Task objective -
Below are some entries. Copy each line that holds the string "relative".

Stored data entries
=== Begin Enclosure ===
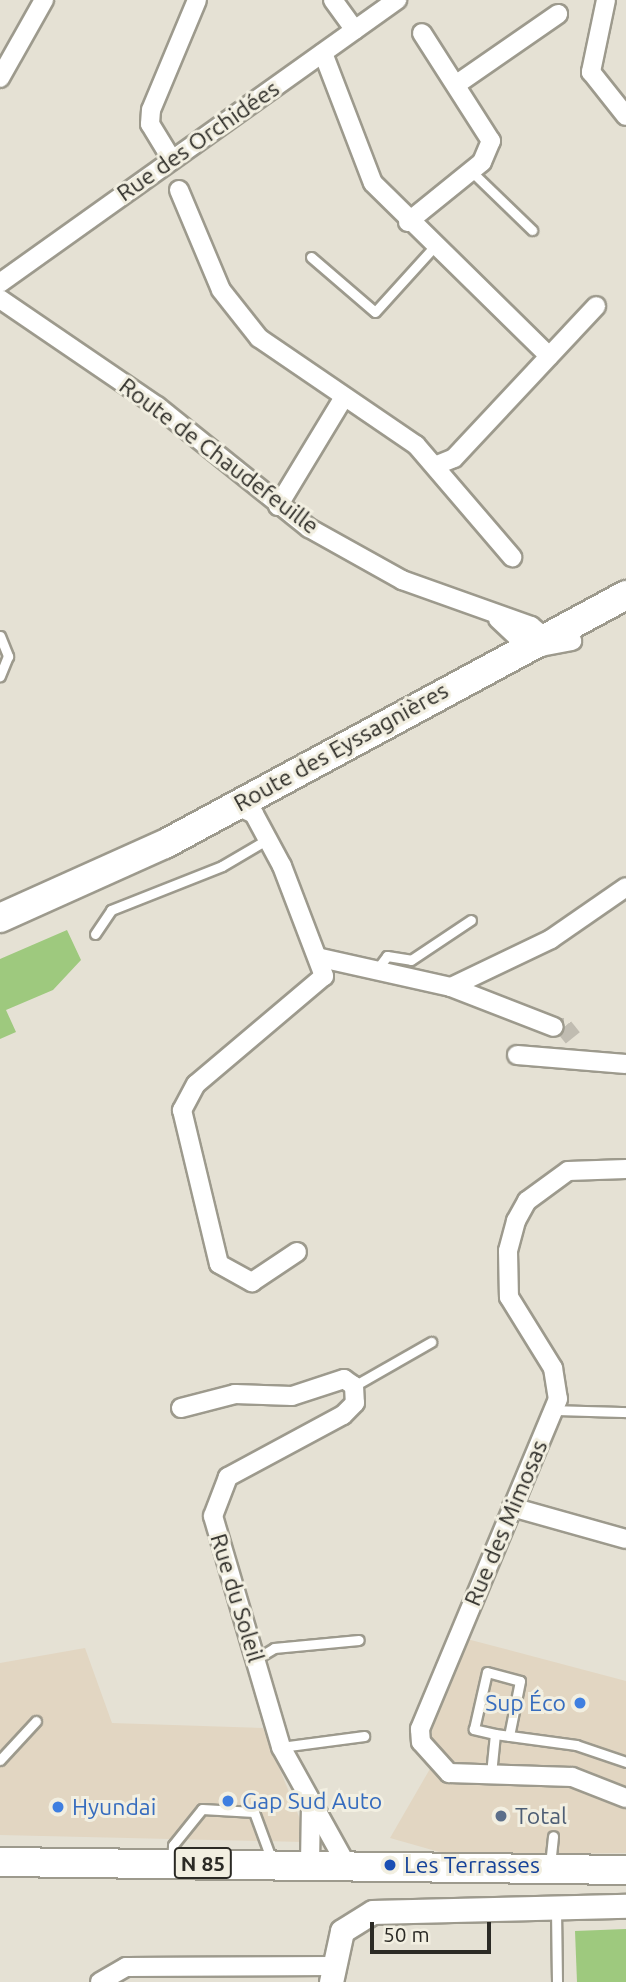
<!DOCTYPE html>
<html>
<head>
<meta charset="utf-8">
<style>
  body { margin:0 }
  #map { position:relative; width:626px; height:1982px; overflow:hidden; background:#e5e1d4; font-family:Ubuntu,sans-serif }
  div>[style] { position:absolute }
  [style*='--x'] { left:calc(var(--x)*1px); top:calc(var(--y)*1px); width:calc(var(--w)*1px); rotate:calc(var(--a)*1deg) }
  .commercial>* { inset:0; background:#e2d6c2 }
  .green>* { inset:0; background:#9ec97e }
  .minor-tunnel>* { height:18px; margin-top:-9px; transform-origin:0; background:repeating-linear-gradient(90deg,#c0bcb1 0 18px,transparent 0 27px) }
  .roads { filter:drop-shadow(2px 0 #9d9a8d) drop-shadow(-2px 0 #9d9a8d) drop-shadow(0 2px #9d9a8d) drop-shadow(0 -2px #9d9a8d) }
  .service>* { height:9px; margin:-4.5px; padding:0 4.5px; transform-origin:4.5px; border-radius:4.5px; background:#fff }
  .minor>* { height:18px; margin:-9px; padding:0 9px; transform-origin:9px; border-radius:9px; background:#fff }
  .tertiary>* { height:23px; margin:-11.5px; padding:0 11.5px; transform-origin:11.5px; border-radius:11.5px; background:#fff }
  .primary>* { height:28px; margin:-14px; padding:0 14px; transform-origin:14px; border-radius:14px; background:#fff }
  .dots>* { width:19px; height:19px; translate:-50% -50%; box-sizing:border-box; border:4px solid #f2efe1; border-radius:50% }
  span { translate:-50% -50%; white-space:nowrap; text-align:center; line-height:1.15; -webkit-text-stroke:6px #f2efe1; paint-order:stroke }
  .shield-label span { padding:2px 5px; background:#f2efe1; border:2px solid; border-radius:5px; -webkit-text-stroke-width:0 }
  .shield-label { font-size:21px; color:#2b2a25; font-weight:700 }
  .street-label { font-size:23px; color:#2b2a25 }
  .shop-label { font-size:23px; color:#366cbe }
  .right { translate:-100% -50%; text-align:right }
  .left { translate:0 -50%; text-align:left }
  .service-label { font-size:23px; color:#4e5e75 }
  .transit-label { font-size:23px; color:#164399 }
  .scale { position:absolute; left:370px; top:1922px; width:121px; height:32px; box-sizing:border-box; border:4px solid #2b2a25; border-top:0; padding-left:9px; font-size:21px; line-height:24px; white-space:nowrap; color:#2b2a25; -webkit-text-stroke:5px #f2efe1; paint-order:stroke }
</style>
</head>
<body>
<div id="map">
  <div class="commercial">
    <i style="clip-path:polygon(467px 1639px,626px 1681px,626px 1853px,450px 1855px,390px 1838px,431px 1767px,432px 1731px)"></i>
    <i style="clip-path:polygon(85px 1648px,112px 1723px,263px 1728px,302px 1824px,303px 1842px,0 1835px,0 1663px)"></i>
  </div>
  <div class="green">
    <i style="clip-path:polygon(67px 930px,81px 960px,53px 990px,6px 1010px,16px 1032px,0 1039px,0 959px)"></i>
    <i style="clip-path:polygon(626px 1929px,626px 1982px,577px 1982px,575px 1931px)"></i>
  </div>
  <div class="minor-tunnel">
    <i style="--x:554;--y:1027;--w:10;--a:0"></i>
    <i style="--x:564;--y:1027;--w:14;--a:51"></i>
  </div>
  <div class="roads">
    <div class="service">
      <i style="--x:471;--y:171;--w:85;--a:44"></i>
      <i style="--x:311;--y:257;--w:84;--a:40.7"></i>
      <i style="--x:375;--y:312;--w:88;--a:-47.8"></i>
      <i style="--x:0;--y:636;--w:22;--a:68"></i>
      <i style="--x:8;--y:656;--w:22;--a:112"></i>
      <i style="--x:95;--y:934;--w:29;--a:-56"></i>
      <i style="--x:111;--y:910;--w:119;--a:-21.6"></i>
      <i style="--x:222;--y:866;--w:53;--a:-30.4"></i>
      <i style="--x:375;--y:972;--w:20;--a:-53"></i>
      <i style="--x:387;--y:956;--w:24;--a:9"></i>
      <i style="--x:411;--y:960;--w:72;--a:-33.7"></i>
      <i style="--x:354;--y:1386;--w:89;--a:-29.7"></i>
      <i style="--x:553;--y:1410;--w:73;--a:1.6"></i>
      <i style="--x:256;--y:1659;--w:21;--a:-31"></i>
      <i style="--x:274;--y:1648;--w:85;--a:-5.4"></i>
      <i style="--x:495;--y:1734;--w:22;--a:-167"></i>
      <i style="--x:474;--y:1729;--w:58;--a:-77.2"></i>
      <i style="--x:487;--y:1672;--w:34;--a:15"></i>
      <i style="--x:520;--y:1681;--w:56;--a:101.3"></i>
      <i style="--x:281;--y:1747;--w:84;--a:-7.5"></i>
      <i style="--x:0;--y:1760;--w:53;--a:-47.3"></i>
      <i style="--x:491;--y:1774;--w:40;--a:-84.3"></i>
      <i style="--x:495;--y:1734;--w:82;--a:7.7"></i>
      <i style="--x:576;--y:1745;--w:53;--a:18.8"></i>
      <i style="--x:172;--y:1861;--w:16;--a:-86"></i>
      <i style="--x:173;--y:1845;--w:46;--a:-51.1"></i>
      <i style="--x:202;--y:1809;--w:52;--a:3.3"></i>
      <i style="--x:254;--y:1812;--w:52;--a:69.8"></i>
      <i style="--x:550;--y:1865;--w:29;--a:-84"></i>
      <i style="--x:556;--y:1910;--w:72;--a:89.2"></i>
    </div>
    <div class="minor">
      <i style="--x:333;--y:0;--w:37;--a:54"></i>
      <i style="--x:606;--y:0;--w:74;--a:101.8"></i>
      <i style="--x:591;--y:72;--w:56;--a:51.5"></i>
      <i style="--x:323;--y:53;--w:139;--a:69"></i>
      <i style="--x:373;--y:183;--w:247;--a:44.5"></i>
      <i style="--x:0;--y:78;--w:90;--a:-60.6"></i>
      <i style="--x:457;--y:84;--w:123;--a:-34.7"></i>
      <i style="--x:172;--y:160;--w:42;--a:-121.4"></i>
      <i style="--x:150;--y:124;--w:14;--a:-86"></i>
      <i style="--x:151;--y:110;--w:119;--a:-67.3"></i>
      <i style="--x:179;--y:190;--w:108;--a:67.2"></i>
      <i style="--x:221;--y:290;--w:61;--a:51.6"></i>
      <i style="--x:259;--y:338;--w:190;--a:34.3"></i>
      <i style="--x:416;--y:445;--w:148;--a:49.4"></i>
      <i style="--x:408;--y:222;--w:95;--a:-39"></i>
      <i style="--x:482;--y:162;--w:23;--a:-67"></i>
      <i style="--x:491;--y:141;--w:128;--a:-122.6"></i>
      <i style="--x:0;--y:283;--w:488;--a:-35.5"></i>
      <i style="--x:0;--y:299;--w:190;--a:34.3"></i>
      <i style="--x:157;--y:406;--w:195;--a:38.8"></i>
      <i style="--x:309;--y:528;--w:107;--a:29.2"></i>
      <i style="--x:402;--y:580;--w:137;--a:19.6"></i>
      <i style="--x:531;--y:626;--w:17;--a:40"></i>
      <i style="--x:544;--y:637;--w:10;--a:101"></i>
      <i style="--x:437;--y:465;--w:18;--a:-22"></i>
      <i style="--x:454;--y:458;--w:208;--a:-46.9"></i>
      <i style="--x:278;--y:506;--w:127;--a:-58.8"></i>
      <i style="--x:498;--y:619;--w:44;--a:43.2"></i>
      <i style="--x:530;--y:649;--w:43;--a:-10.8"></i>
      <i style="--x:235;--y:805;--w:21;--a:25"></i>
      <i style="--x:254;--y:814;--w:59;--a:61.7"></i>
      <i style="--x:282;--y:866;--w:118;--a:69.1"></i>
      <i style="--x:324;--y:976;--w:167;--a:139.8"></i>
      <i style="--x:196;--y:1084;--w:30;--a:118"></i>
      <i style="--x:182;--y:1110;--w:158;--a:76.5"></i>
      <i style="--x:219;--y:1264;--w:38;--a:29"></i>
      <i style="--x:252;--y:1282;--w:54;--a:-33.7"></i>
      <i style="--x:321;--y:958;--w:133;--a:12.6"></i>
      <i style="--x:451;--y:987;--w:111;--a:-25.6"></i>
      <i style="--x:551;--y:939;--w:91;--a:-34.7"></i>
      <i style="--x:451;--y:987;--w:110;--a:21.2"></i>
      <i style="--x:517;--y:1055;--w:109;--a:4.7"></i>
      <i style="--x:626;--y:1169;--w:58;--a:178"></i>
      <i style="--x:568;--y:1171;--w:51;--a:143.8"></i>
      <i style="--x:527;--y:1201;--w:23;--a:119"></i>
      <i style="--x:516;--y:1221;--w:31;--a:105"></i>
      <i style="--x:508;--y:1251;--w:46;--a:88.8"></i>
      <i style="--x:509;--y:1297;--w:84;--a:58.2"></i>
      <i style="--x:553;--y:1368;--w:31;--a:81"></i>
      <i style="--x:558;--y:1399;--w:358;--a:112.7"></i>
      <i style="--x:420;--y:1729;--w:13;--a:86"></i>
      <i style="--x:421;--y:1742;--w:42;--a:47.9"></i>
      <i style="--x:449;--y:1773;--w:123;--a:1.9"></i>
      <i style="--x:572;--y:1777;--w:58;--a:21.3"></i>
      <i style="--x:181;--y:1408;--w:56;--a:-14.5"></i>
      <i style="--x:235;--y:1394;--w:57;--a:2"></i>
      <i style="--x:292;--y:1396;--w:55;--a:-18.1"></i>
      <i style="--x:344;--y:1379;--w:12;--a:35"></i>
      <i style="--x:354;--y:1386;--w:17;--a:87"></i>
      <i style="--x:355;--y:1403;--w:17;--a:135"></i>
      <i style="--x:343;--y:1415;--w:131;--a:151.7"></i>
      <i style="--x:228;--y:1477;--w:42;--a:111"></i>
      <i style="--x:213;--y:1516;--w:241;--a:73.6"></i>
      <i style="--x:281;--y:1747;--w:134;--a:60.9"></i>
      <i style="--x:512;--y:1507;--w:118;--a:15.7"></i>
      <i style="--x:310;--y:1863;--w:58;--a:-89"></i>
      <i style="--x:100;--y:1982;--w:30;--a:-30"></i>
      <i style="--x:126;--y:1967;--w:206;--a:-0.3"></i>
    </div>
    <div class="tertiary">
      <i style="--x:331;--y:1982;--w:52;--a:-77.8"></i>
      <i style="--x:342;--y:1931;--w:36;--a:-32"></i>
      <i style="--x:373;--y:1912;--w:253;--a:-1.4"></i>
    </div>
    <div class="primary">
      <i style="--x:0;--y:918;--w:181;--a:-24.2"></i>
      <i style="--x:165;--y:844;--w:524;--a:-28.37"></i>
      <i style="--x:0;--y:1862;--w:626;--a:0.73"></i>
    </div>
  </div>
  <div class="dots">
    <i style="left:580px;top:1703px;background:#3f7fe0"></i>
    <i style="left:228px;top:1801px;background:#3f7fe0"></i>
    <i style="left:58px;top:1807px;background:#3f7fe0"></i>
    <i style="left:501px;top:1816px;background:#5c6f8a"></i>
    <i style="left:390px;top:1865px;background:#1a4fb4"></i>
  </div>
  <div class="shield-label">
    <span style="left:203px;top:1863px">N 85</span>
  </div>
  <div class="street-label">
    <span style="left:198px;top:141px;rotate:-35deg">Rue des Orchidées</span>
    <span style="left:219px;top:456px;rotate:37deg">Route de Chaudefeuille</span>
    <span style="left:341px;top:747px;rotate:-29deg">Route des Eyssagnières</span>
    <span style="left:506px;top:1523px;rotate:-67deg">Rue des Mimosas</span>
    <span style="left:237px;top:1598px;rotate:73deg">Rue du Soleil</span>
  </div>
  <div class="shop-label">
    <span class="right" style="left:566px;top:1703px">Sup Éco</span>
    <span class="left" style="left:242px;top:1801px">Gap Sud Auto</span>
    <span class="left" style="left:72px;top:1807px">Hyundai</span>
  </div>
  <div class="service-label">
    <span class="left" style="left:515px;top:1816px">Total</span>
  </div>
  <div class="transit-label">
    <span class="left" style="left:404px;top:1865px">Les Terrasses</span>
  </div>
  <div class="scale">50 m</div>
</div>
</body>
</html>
=== End Enclosure ===
=== Begin Enclosure ===
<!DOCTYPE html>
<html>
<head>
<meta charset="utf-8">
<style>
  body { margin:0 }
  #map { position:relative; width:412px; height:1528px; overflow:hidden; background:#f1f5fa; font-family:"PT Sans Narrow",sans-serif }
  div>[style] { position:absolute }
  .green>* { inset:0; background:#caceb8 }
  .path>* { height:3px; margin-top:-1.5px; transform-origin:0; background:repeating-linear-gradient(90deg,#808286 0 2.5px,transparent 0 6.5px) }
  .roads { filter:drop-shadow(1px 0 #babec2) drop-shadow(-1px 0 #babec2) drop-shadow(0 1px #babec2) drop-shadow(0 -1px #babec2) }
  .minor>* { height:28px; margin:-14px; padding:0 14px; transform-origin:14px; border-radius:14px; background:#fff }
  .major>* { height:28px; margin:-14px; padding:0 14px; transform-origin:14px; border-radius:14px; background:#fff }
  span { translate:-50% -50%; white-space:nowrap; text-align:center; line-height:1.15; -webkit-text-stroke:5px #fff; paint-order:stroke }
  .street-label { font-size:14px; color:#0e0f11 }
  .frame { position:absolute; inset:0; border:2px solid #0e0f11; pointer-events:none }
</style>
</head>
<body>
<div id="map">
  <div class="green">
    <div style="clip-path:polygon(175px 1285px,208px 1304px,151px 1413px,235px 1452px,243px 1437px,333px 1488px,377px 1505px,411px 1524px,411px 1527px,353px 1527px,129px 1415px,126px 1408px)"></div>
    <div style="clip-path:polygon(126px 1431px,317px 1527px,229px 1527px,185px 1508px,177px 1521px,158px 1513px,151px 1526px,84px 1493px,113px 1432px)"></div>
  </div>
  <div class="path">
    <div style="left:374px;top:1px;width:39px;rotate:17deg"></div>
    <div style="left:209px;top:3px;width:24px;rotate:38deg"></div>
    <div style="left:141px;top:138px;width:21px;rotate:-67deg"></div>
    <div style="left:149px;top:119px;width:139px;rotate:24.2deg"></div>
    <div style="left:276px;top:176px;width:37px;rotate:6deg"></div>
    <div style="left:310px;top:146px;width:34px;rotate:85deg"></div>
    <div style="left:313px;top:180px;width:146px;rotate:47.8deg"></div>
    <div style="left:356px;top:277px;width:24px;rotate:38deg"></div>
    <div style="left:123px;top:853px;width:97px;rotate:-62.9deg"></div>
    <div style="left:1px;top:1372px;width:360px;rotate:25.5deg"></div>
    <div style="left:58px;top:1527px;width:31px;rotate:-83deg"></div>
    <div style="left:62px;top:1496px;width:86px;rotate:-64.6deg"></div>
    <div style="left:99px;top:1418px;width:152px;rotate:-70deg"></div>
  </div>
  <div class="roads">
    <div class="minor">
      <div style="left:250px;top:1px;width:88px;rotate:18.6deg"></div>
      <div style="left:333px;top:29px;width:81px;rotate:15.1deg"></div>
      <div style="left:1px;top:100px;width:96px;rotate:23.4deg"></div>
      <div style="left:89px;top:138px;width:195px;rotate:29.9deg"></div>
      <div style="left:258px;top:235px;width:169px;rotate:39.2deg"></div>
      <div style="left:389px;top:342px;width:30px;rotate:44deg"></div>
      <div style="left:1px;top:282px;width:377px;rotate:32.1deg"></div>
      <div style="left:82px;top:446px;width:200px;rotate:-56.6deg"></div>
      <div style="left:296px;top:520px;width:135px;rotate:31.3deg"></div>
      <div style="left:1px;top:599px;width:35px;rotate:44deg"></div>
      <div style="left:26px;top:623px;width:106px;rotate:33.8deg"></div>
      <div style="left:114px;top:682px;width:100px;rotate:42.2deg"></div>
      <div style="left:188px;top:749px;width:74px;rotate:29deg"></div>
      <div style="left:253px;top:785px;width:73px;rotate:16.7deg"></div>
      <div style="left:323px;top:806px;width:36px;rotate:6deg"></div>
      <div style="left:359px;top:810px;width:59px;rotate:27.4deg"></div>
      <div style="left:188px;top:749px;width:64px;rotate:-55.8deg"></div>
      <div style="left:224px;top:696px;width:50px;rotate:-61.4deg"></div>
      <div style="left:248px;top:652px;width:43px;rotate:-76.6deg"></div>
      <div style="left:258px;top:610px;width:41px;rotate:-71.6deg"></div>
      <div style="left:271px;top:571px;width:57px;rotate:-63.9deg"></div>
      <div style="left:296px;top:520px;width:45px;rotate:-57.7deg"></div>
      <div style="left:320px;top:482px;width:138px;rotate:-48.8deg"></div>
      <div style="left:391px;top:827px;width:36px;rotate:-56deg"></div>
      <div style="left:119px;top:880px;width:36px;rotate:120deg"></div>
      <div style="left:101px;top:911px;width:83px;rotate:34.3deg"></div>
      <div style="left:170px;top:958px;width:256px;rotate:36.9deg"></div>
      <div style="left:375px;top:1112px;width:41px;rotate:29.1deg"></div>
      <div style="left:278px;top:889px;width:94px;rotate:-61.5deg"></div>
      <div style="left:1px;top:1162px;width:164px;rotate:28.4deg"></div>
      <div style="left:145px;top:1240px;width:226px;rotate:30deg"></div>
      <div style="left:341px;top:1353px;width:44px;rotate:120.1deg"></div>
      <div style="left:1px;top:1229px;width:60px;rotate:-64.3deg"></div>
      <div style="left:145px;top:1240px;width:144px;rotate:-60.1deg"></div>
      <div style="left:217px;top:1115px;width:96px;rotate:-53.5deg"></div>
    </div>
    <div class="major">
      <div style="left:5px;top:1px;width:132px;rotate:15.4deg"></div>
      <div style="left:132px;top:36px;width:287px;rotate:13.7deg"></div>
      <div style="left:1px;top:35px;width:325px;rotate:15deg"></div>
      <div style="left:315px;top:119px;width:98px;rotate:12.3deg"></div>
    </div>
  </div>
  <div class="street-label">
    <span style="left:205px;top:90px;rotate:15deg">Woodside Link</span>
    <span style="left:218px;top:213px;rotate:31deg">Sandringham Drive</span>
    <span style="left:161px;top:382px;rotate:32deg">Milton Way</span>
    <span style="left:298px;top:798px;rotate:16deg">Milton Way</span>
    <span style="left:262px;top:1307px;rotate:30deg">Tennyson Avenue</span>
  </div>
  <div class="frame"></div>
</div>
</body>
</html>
=== End Enclosure ===
=== Begin Enclosure ===
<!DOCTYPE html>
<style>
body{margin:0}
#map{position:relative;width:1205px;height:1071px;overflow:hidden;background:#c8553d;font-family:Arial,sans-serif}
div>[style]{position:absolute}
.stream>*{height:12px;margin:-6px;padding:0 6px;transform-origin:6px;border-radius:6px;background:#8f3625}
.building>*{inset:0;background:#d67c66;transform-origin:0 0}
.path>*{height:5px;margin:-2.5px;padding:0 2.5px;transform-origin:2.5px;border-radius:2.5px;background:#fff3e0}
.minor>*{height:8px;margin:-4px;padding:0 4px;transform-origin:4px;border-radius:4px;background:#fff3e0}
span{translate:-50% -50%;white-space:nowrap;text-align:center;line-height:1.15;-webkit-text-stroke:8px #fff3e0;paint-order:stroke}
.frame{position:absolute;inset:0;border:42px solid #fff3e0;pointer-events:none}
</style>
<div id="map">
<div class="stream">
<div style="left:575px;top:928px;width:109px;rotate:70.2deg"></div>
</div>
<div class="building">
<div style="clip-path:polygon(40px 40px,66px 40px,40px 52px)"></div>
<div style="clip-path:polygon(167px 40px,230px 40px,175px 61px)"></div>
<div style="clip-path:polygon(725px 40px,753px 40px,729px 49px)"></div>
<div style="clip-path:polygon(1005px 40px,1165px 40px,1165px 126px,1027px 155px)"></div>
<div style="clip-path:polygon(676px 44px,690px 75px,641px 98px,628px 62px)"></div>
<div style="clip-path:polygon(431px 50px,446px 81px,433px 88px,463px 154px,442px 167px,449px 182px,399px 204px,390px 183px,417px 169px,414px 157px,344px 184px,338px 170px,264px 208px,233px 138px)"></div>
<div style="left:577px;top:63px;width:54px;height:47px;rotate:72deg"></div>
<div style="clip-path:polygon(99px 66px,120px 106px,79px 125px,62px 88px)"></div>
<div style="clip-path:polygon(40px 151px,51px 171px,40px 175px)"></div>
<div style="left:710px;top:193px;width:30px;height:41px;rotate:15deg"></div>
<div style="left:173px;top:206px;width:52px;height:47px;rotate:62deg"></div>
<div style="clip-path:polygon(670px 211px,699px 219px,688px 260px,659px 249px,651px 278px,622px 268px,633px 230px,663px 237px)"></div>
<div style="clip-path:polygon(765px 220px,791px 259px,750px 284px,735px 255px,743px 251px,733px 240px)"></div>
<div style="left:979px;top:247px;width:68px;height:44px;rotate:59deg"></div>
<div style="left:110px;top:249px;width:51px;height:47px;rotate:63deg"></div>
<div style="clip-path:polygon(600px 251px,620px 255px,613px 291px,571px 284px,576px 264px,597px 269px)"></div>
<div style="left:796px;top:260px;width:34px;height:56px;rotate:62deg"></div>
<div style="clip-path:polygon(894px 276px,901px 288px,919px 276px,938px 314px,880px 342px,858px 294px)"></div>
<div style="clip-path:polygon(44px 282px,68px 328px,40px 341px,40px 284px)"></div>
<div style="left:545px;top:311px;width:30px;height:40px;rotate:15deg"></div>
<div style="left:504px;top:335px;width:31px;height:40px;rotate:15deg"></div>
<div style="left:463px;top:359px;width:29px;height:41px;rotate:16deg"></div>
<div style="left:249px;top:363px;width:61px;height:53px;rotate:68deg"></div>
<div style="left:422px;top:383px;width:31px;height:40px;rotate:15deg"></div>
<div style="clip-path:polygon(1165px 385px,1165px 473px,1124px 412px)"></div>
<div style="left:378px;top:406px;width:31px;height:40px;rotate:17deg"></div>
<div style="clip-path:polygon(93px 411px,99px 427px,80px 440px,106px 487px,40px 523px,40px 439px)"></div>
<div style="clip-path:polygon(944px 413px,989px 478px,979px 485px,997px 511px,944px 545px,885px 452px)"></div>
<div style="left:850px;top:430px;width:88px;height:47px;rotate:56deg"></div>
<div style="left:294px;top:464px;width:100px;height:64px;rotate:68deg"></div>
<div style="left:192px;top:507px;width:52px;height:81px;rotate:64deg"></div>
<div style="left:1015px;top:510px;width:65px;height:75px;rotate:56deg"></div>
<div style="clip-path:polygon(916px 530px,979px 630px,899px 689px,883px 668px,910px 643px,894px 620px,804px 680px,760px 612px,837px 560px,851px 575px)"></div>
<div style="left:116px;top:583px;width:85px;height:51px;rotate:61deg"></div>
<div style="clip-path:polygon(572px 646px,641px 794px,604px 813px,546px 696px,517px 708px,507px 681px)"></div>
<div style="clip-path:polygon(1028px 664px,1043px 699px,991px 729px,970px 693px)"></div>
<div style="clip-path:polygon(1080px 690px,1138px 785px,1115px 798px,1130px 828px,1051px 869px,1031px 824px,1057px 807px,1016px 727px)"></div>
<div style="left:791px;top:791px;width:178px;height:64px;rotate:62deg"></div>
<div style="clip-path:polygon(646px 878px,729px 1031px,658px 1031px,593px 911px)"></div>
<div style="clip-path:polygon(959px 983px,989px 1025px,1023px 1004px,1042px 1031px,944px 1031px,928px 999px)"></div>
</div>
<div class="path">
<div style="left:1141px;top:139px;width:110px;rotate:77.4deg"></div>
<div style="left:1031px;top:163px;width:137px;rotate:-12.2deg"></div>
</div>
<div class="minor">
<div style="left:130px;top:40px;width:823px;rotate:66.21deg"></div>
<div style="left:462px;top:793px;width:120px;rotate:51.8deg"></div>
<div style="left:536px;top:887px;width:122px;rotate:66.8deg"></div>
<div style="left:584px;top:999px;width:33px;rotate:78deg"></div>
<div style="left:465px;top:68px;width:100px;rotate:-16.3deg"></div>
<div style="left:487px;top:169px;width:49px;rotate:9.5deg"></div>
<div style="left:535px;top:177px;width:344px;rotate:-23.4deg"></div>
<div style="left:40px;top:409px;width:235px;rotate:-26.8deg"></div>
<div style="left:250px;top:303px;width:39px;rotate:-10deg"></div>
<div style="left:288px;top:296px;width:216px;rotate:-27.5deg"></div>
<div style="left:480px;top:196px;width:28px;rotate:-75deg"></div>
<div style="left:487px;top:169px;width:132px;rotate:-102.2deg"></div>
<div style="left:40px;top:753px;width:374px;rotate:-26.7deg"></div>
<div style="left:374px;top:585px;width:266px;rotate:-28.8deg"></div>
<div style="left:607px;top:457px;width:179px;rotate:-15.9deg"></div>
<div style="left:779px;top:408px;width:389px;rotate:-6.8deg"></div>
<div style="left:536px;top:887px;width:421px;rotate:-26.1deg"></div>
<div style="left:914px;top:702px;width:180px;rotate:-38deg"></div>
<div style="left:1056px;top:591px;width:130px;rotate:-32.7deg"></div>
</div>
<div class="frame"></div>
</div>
=== End Enclosure ===
Result -
  #map { position:relative; width:626px; height:1982px; overflow:hidden; background:#e5e1d4; font-family:Ubuntu,sans-serif }
  #map { position:relative; width:412px; height:1528px; overflow:hidden; background:#f1f5fa; font-family:"PT Sans Narrow",sans-serif }
#map{position:relative;width:1205px;height:1071px;overflow:hidden;background:#c8553d;font-family:Arial,sans-serif}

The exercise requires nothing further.